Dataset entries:
##############################
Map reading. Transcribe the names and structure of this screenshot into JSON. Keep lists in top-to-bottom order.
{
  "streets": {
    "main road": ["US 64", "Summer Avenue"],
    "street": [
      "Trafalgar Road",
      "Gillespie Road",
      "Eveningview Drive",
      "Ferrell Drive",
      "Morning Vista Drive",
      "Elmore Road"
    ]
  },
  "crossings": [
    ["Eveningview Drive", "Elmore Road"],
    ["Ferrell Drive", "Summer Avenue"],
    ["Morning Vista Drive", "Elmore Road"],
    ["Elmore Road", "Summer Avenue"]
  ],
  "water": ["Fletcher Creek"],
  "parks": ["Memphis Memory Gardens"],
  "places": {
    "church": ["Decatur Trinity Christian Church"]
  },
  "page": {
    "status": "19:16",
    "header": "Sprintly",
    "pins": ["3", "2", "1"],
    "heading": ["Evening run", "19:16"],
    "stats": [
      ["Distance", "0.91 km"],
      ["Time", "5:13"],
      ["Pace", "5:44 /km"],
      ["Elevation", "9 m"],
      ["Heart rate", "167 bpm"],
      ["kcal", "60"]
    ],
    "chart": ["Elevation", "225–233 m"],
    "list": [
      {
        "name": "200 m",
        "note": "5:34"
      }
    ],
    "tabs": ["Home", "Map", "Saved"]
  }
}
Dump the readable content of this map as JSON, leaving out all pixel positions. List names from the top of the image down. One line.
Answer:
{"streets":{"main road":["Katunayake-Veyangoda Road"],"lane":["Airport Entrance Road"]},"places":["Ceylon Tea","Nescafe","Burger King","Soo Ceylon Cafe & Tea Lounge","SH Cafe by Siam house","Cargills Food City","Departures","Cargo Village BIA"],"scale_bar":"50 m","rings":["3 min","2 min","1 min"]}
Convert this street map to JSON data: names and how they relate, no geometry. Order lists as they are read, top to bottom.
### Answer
##############################
-- Task description --
All the records above need to be set down again exactly as they were given.

-- Solution to this task --
Map reading. Transcribe the names and structure of this screenshot into JSON. Keep lists in top-to-bottom order.
{
  "streets": {
    "main road": ["US 64", "Summer Avenue"],
    "street": [
      "Trafalgar Road",
      "Gillespie Road",
      "Eveningview Drive",
      "Ferrell Drive",
      "Morning Vista Drive",
      "Elmore Road"
    ]
  },
  "crossings": [
    ["Eveningview Drive", "Elmore Road"],
    ["Ferrell Drive", "Summer Avenue"],
    ["Morning Vista Drive", "Elmore Road"],
    ["Elmore Road", "Summer Avenue"]
  ],
  "water": ["Fletcher Creek"],
  "parks": ["Memphis Memory Gardens"],
  "places": {
    "church": ["Decatur Trinity Christian Church"]
  },
  "page": {
    "status": "19:16",
    "header": "Sprintly",
    "pins": ["3", "2", "1"],
    "heading": ["Evening run", "19:16"],
    "stats": [
      ["Distance", "0.91 km"],
      ["Time", "5:13"],
      ["Pace", "5:44 /km"],
      ["Elevation", "9 m"],
      ["Heart rate", "167 bpm"],
      ["kcal", "60"]
    ],
    "chart": ["Elevation", "225–233 m"],
    "list": [
      {
        "name": "200 m",
        "note": "5:34"
      }
    ],
    "tabs": ["Home", "Map", "Saved"]
  }
}
Dump the readable content of this map as JSON, leaving out all pixel positions. List names from the top of the image down. One line.
Answer:
{"streets":{"main road":["Katunayake-Veyangoda Road"],"lane":["Airport Entrance Road"]},"places":["Ceylon Tea","Nescafe","Burger King","Soo Ceylon Cafe & Tea Lounge","SH Cafe by Siam house","Cargills Food City","Departures","Cargo Village BIA"],"scale_bar":"50 m","rings":["3 min","2 min","1 min"]}
Convert this street map to JSON data: names and how they relate, no geometry. Order lists as they are read, top to bottom.
### Answer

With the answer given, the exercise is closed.